• **Problem to solve**: The records follow. Filter them to the lines that hold "lists".

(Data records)
==================================================
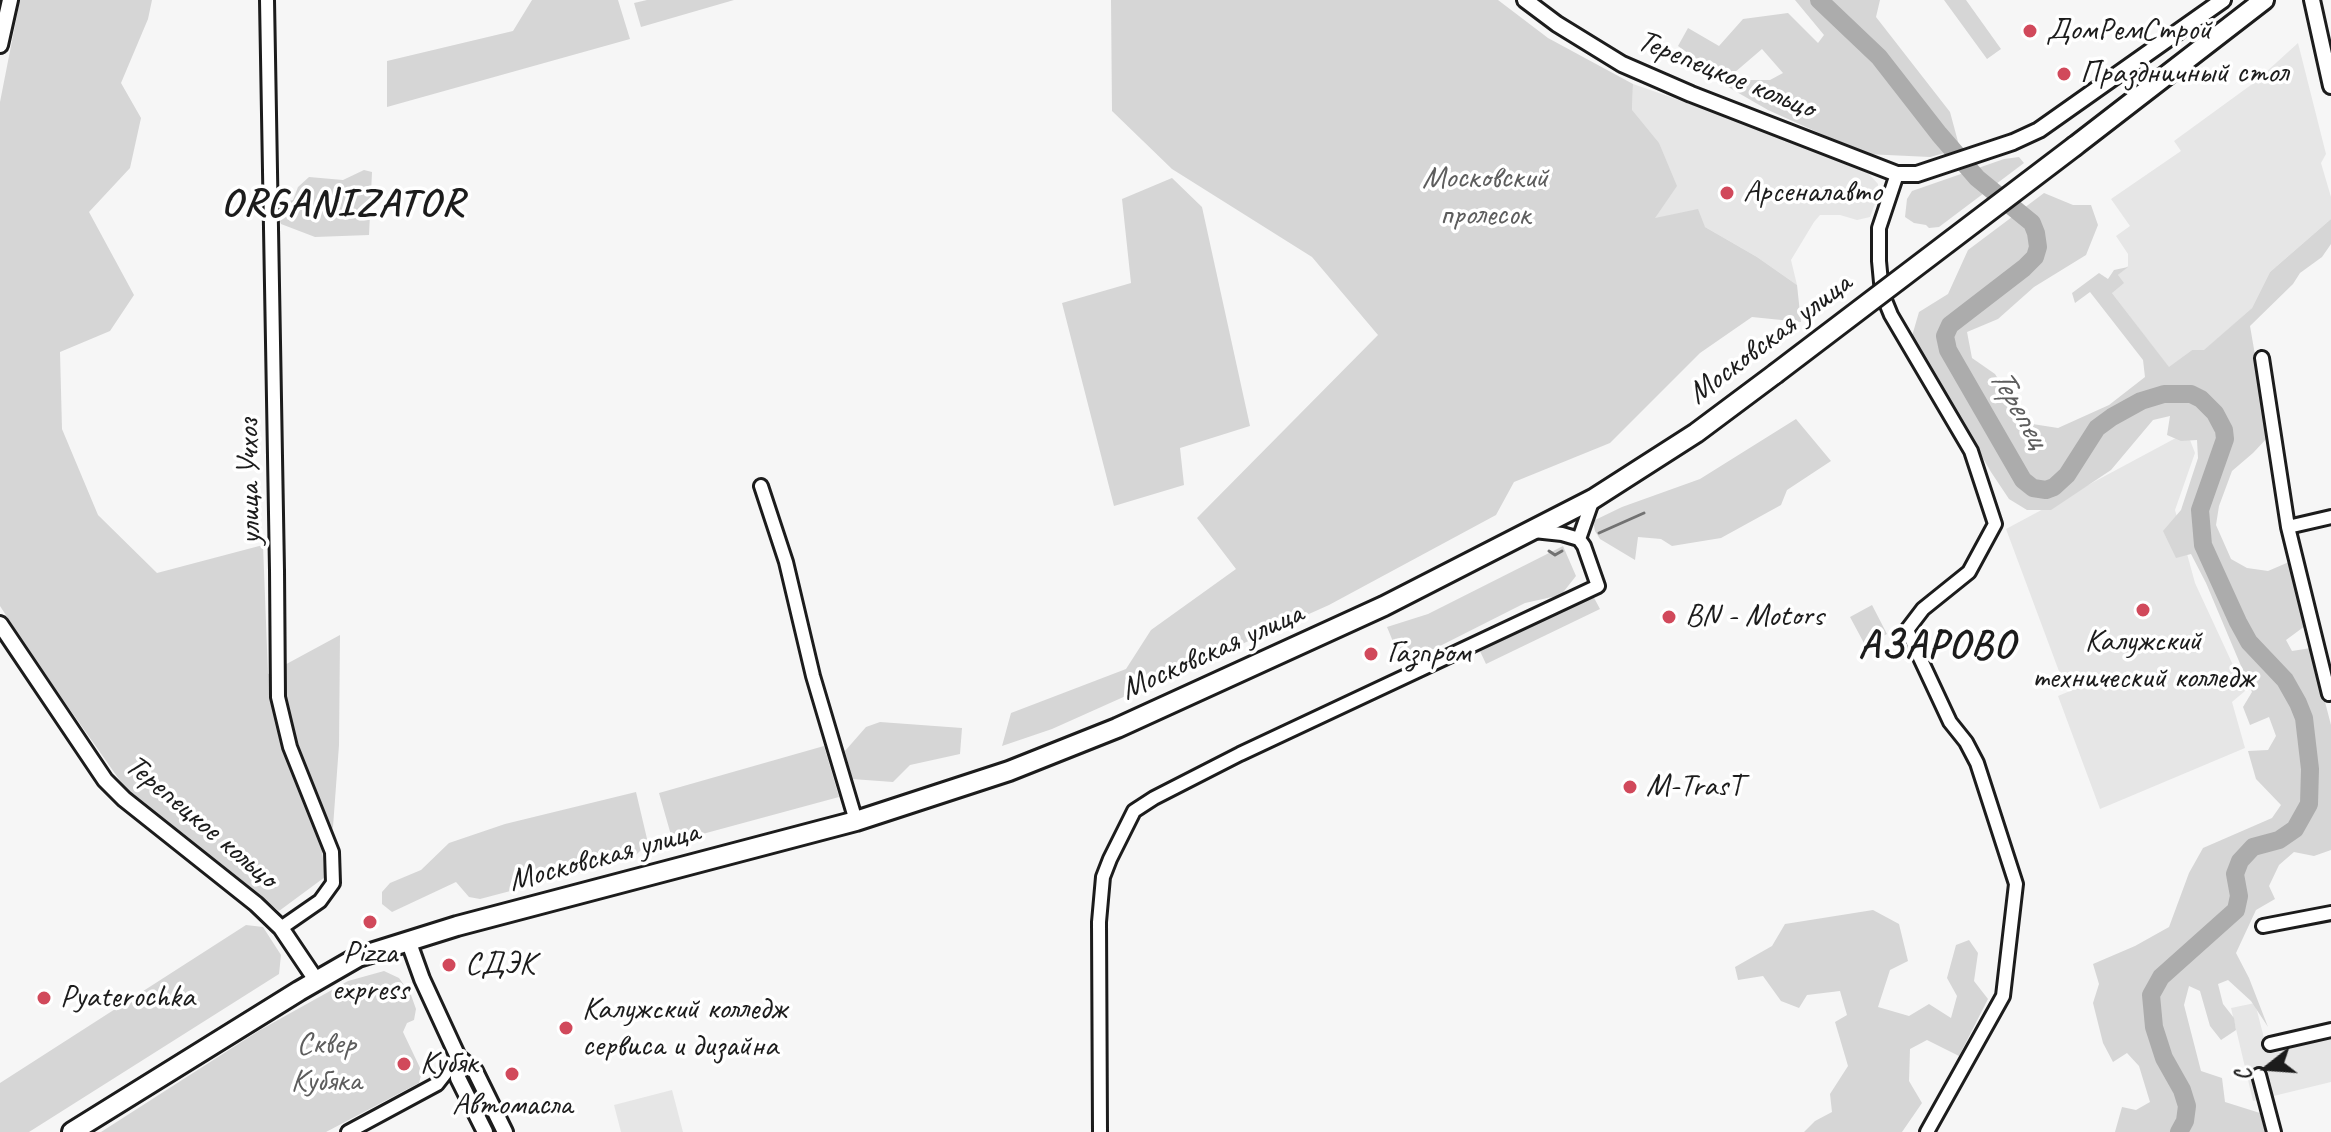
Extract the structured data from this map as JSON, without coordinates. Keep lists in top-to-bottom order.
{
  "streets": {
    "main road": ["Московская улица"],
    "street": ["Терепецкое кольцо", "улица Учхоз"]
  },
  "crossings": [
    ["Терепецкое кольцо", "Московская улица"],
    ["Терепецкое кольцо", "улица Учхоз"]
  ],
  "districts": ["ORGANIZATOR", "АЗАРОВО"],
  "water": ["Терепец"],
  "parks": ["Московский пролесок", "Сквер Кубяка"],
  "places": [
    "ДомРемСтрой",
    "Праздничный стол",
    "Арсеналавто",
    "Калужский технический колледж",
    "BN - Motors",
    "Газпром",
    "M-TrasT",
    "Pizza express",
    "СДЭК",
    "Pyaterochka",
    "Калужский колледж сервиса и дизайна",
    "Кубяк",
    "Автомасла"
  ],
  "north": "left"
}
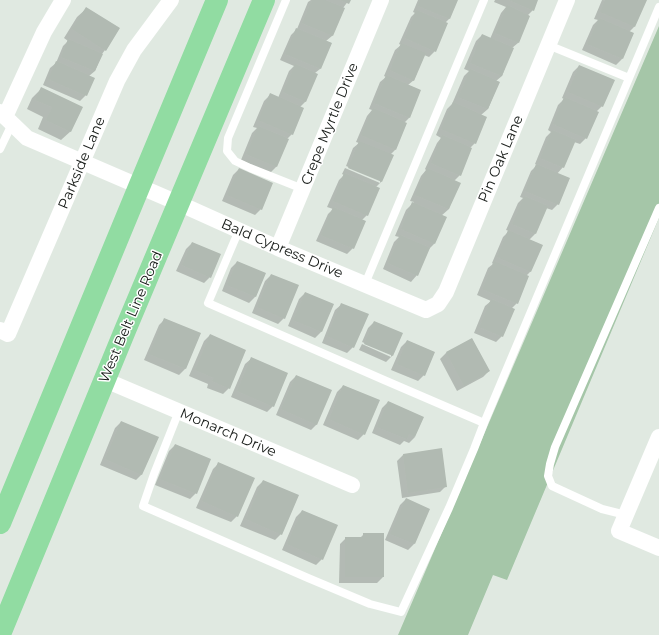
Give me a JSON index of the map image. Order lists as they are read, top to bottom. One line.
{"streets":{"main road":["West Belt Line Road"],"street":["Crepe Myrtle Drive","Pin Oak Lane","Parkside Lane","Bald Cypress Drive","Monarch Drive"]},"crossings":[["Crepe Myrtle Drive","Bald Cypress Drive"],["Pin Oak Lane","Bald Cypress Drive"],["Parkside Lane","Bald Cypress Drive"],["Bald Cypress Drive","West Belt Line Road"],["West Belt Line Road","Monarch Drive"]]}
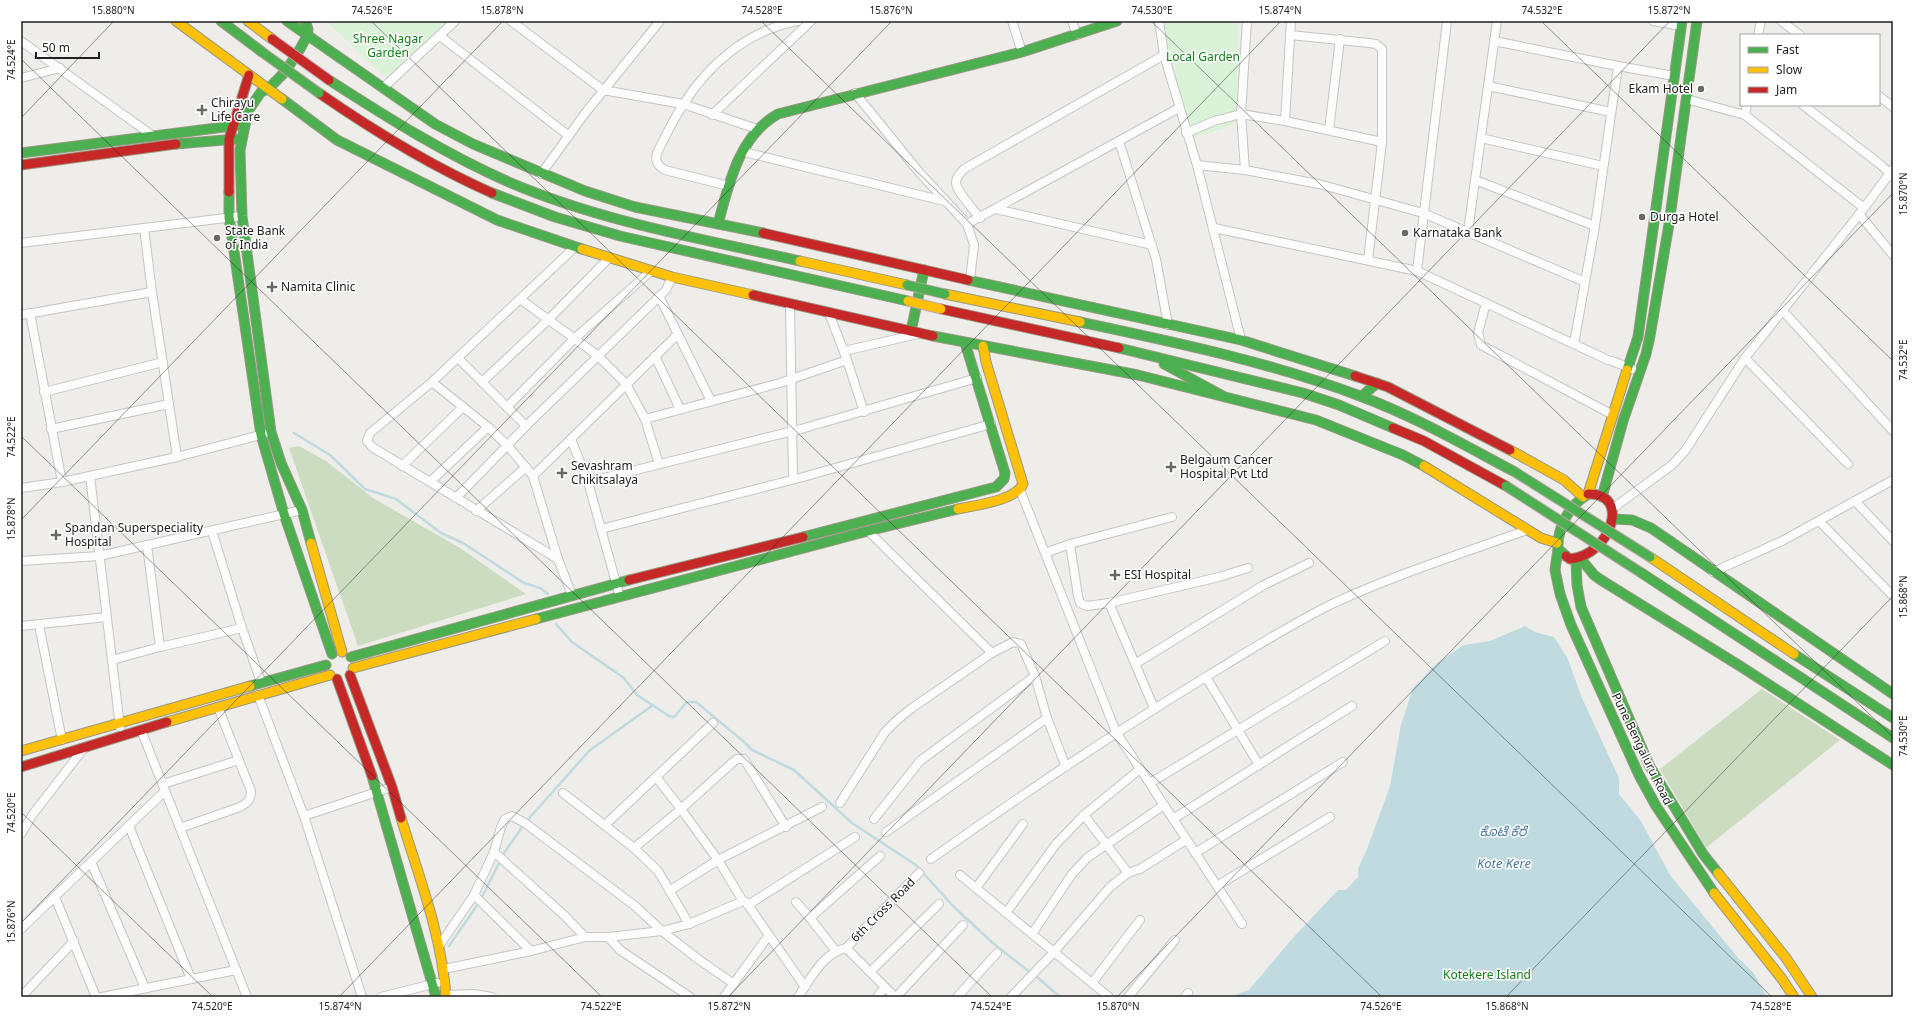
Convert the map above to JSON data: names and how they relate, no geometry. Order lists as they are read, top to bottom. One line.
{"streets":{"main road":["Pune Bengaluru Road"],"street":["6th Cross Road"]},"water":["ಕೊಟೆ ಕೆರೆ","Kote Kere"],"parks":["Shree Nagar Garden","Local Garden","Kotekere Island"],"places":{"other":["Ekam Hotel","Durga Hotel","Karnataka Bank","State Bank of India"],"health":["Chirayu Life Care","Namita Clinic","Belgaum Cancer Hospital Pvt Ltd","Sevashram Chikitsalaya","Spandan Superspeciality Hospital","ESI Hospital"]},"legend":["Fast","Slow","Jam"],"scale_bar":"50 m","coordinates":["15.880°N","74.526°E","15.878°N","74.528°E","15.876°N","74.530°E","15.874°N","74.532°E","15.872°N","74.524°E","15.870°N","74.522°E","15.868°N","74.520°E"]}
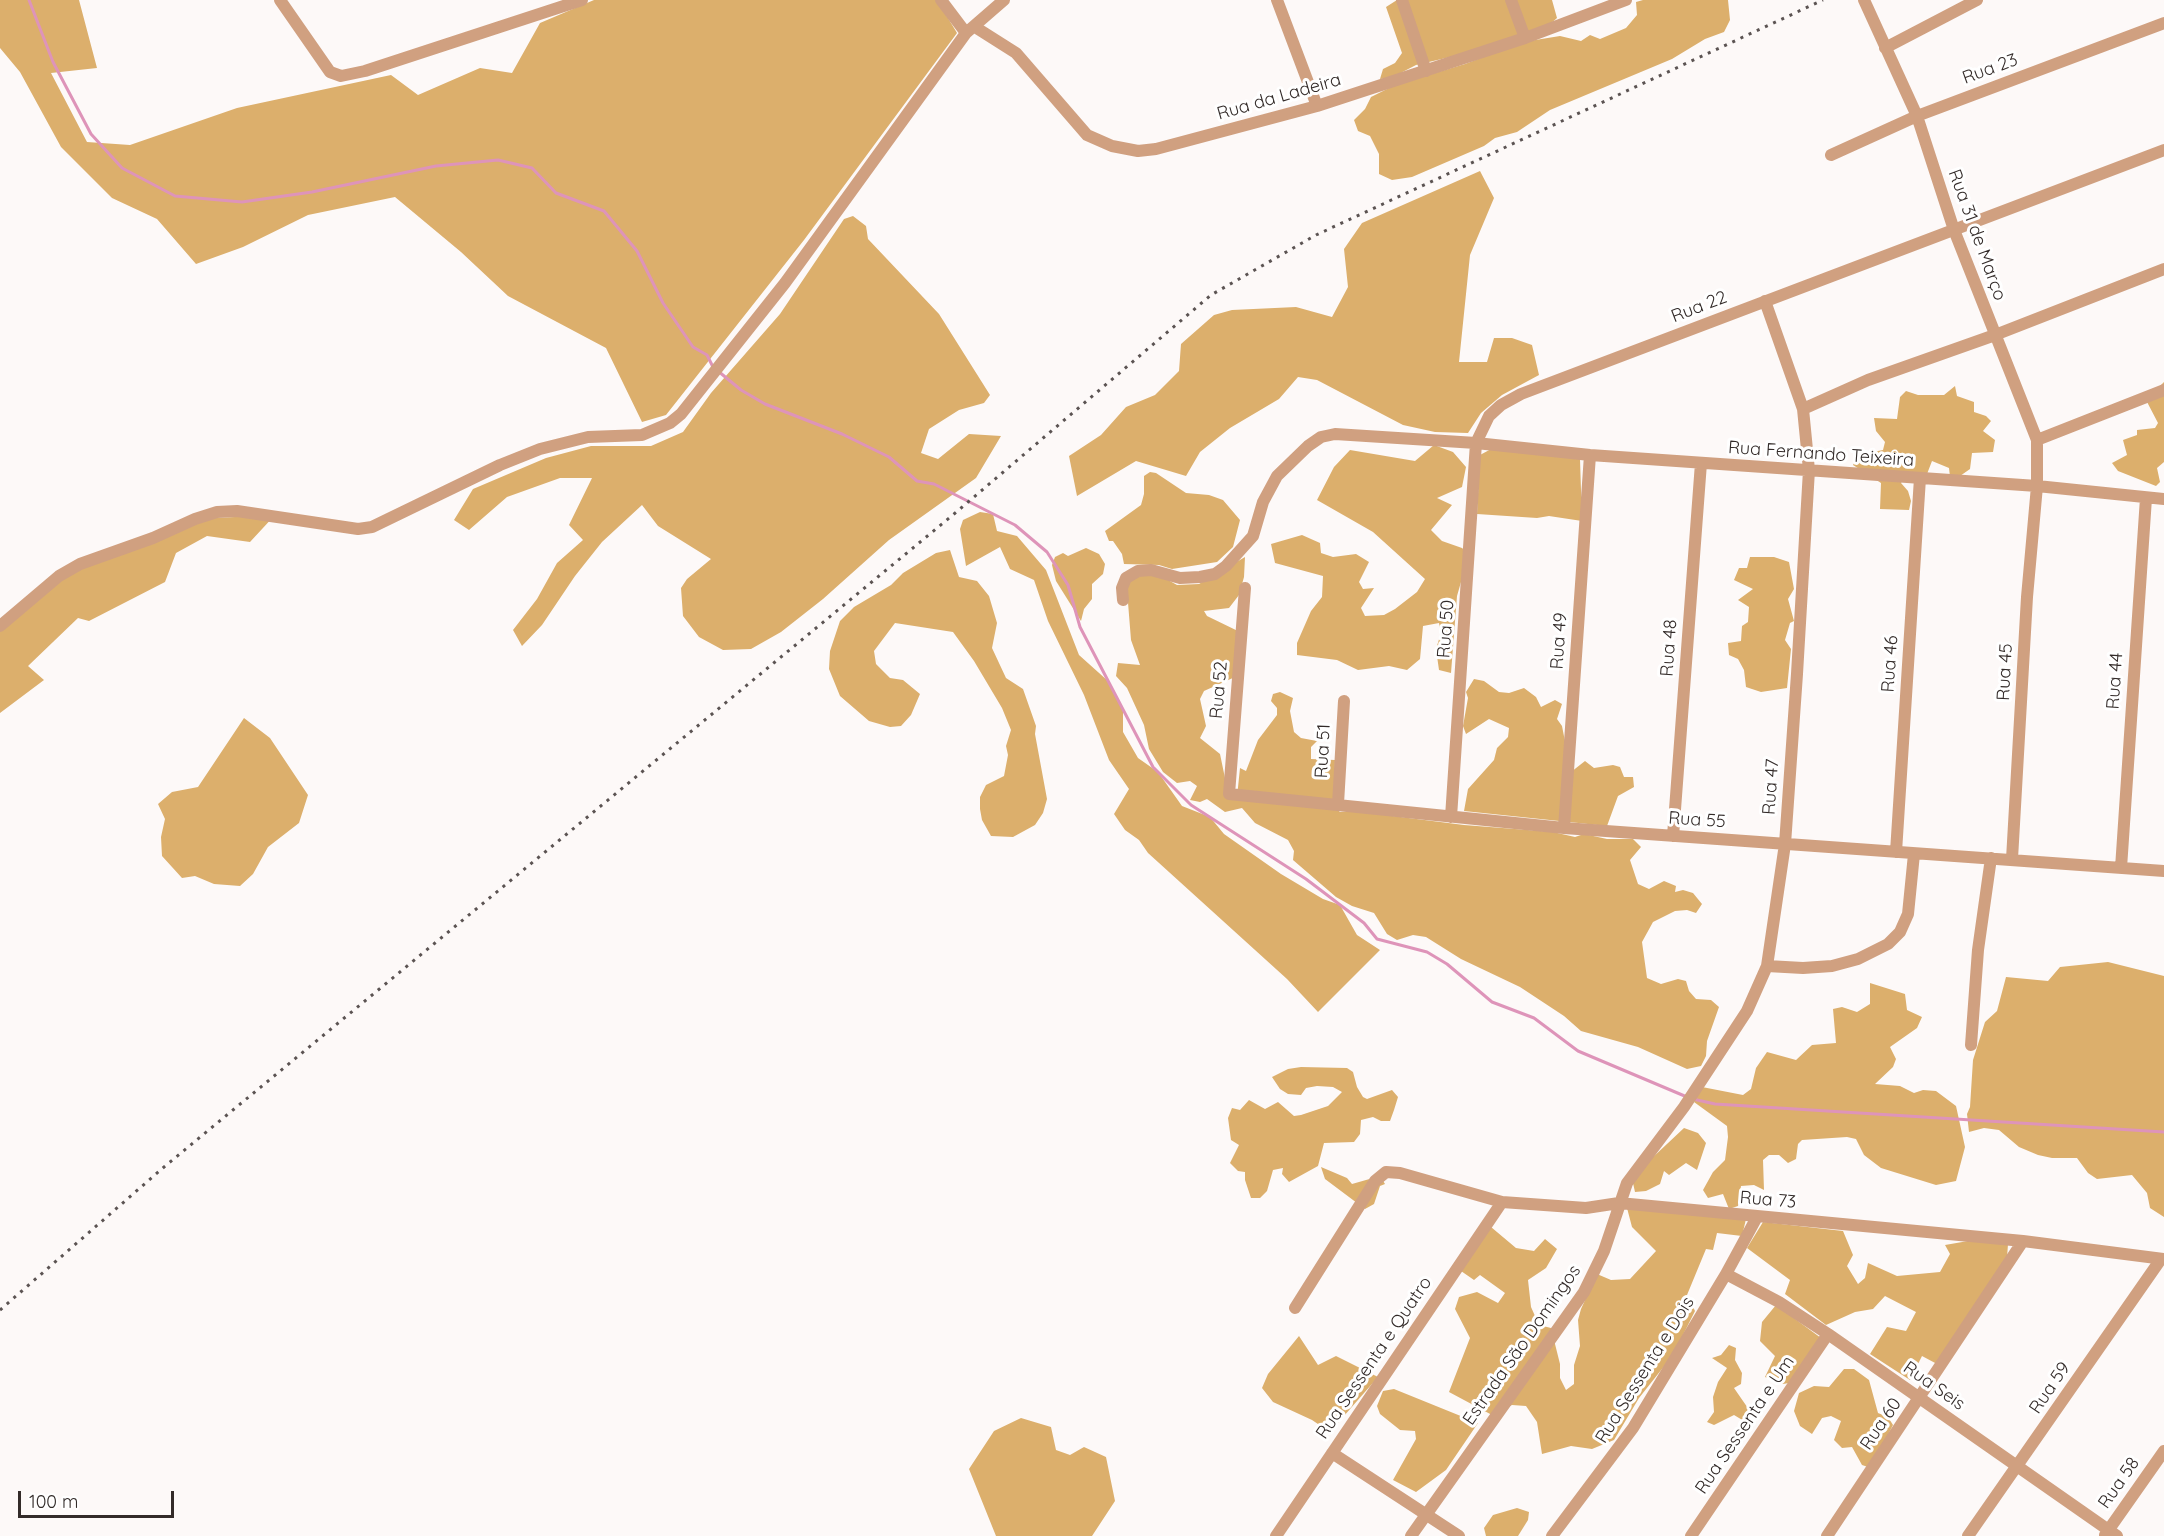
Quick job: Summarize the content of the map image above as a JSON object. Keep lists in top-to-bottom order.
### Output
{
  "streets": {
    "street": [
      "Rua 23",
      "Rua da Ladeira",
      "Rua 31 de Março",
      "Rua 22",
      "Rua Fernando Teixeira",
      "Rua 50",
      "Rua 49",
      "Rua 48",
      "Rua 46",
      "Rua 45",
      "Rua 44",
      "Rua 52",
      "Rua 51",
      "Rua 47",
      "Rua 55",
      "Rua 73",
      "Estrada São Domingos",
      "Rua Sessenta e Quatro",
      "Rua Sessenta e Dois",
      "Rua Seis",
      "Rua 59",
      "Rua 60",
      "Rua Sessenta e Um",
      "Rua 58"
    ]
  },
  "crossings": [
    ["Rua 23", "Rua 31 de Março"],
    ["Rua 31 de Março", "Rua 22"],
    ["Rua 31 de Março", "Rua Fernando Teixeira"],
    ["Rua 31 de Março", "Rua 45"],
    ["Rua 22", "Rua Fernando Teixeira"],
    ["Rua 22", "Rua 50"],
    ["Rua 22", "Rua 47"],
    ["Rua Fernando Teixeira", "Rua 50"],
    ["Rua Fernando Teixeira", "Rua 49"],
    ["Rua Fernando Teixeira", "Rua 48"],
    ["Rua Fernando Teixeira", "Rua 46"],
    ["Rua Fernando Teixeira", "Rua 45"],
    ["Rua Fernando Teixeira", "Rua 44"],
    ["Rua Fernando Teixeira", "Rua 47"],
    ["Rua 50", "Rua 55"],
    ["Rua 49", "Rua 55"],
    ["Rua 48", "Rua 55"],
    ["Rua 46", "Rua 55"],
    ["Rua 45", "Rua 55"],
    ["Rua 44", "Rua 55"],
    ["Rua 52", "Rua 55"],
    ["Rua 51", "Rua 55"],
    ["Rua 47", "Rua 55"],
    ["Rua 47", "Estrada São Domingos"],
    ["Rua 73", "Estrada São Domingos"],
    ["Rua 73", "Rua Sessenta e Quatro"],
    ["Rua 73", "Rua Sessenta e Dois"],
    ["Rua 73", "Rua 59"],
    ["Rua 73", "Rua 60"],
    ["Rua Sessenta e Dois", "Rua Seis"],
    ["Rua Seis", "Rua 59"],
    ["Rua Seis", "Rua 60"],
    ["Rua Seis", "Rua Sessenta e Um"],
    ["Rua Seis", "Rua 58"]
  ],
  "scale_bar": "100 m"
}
==================================================
• **Answer section**:
Extract the structured data from this map as JSON, without coordinates. Keep lists in top-to-bottom order.
Give me a JSON index of the map image. Order lists as they are read, top to bottom. One line.
Convert the map above to JSON data: names and how they relate, no geometry. Order lists as they are read, top to bottom. One line.
Quick job: Summarize the content of the map image above as a JSON object. Keep lists in top-to-bottom order.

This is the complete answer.